Loading...
[-]

WITH

Using WITH allows Oracle to get the result set once, store it and reuse it. The SQL is also shorter. Let’s generate a random sequence as an inline view using the WITH clause and then use it twice. If the query were being recalculated we’d see that the random numbers would be different. However there is no recalculation, even without the use of the undocumented MATERIALIZE hint:

EXEC dbms_random.initialize(5);   

WITH rnd AS
     (SELECT     LEVEL lvl, CHR (LEVEL + 64) letter,
                 TRUNC (DBMS_RANDOM.VALUE (1, 5)) rnd
            FROM DUAL
      CONNECT BY LEVEL <= 5)
SELECT a.*, b.rnd
  FROM rnd a, rnd b
WHERE a.lvl = b.lvl;

WITH - rand runs once

The random numbers match which shows there was no recalculation. Compare that the alternate style of writing the query with two embedded subqueries which yields two different random sequences. That tells us that Oracle has had to calculate the values twice:

EXEC dbms_random.initialize(5);
SELECT a.*, b.rnd
  FROM (SELECT     LEVEL lvl, CHR (LEVEL + 64) letter,
                   TRUNC (DBMS_RANDOM.VALUE (1, 5)) rnd
              FROM DUAL
        CONNECT BY LEVEL <= 5) a,
       (SELECT     LEVEL lvl, CHR (LEVEL + 64) letter,
                   TRUNC (DBMS_RANDOM.VALUE (1, 5)) rnd
              FROM DUAL
        CONNECT BY LEVEL <= 5) b
WHERE a.lvl = b.lvl;

RAND runs twice

Using WITH is both neater and the database needs to do less work. Samples run on 9i.
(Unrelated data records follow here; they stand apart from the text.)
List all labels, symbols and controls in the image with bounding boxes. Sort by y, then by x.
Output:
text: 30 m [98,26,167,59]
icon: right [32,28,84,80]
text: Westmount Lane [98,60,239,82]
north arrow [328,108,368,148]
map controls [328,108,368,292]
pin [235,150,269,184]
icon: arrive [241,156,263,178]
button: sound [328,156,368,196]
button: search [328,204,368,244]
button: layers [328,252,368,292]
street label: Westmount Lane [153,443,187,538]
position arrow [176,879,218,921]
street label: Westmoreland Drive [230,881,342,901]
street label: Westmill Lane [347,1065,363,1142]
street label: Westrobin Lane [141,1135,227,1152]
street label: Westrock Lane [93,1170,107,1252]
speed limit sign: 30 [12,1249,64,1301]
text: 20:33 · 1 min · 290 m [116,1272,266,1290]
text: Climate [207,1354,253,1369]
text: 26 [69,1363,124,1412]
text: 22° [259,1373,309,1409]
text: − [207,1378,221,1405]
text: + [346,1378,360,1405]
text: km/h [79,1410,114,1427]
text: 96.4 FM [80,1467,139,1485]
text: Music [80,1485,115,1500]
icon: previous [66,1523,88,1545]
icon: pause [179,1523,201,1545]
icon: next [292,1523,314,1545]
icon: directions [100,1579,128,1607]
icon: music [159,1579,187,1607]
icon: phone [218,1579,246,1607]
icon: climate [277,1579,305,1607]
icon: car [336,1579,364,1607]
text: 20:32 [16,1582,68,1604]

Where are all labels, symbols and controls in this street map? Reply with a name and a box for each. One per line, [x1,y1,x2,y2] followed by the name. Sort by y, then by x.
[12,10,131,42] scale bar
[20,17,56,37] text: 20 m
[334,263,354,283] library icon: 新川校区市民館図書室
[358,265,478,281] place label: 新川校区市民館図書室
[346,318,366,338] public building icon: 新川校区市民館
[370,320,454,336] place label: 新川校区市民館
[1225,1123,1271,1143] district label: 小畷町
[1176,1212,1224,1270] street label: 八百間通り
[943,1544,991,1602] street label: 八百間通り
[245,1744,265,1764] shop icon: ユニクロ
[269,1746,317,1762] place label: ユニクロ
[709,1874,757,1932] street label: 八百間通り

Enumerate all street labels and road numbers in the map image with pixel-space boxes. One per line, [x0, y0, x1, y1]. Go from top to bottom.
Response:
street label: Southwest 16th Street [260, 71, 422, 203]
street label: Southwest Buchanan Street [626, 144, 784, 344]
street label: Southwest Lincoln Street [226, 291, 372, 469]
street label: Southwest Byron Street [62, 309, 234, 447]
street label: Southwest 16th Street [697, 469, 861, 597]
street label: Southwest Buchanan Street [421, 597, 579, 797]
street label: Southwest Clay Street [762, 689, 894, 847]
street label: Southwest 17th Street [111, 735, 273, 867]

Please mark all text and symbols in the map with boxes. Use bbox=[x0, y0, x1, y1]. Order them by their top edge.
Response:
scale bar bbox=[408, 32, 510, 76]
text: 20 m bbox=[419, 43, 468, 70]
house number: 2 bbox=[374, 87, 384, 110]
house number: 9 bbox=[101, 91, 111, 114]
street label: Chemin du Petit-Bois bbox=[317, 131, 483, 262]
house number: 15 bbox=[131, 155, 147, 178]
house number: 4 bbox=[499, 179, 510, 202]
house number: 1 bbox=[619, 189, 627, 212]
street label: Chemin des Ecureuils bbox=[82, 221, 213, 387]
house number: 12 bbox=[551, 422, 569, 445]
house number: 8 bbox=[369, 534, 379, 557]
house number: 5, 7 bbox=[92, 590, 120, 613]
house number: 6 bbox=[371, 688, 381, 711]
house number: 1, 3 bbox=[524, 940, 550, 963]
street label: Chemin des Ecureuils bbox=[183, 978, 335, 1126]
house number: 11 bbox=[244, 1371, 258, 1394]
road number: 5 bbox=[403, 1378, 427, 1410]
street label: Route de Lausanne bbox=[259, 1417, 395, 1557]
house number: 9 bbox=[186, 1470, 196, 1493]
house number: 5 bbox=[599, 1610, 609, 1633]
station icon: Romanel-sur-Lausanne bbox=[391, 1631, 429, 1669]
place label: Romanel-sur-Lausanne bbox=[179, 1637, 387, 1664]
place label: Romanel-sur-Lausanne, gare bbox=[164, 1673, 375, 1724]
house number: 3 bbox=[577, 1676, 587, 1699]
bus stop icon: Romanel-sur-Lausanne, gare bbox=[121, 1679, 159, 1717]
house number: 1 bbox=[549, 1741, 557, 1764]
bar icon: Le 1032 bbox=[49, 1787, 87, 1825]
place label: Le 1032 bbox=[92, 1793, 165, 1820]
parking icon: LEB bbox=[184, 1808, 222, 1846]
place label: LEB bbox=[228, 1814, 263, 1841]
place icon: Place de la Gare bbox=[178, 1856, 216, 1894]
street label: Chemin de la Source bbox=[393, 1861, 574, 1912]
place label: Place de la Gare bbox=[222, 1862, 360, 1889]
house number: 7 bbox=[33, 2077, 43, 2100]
MIN and MAX together = bad execution plan

To demonstrate the MIN and MAX functions let’s create a global temporary table with an index and then add some data to the table. Note that you must create indexes on temporary tables when they are empty so you’ll have to TRUNCATE the table if there is anything in it. Let’s create the table with an index on the id column and then check that the index was created:

CREATE GLOBAL TEMPORARY TABLE rnd_message(id NUMBER(10), dte DATE)
ON COMMIT DELETE ROWS;

CREATE INDEX ix_msg_01 ON rnd_message(id);

SELECT index_name, table_name, column_name, column_position
  FROM ALL_IND_COLUMNS
 WHERE index_owner = SYS_CONTEXT('USERENV', 'CURRENT_USER');

Index Created

Then we’ll randomly generate a 1,000,000 rows for the table:

EXEC dbms_random.initialize(123);

INSERT INTO rnd_message
SELECT lvl, dte FROM
    (
    SELECT LEVEL lvl, TRUNC(SYSDATE)-7 + dbms_random.value(0,8) dte
      FROM dual
    CONNECT BY LEVEL <= 1000000
    );

Since this is a temporary table we can't gather statistics for it using dbms_stats but it doesn't matter for this example. Let's have a look at some plans, first just a MIN:

SELECT MIN(id) FROM rnd_message;

MIN/MAX scan

Which uses a MIN/MAX scan. So now let's try both a MIN and a MAX:

SELECT MIN(id), MAX(id) FROM rnd_message;

Full Table Scan

Wow! So the optimizer has decided it needs a value from the start of the table and one from the end - so may as well just scan the whole table! With big tables this can be quite slow. If you want to force two MIN/MAX scans instead of a full table scan or an index fast full scan then you'll have to write something like this:

SELECT (SELECT MIN(id) val FROM rnd_message) mn,
       (SELECT MAX(id) val FROM rnd_message) mx
  FROM dual;

Which yields the expected 2 x MIN/MAX scans, which is vastly better.

2 x Min/Max

Using autotrace we can find the consistent gets for the two methods to see how they perform:

So there's a big difference even here, 2480 gets compared to only 9 for a temporary table with only a million records so on production sized tables you can expect even worse performance. Be careful when using both min and max or you might get unexpectedly poor performance. Tested on both 9i and 11gR1 - similar execution plans are generated for both.

LEAD and LAG functions

The lead and lag functions offer the power to peek into adjacent rows and pull values from next or previous rows into the current row for processing. They are a convenient way of accessing multiple rows and cut processing time compared to the alternative of self-joins. Here’s a simple dataset to work with:

CREATE GLOBAL TEMPORARY TABLE dat(lvl NUMBER, letter CHAR(1))
ON COMMIT DELETE ROWS;

INSERT INTO dat
SELECT lvl, letter FROM
    (
    SELECT LEVEL lvl, CHR(LEVEL+64) letter
      FROM DUAL
    CONNECT BY LEVEL <= 5
    );

SELECT * FROM dat;

Dataset for testing lead and lag functions

Now let's apply the LEAD and LAG, jumping only a single row jump ",1" and use (ORDER by lvl ASC) for the window specification which provides the definition of next and previous rows for the functions. Note that the resultant data can be independently sorted in the usual way with a ORDER BY clause. First LEAD and we can see that the 1 A row can see forward to the next row which contains a B:

SELECT lvl, letter, LEAD(letter,1) OVER (ORDER BY lvl ASC) next
  FROM dat;

LEAD

Going the other way we can look backwards with LAG and now see that the 2 B row can see the A in the previous row.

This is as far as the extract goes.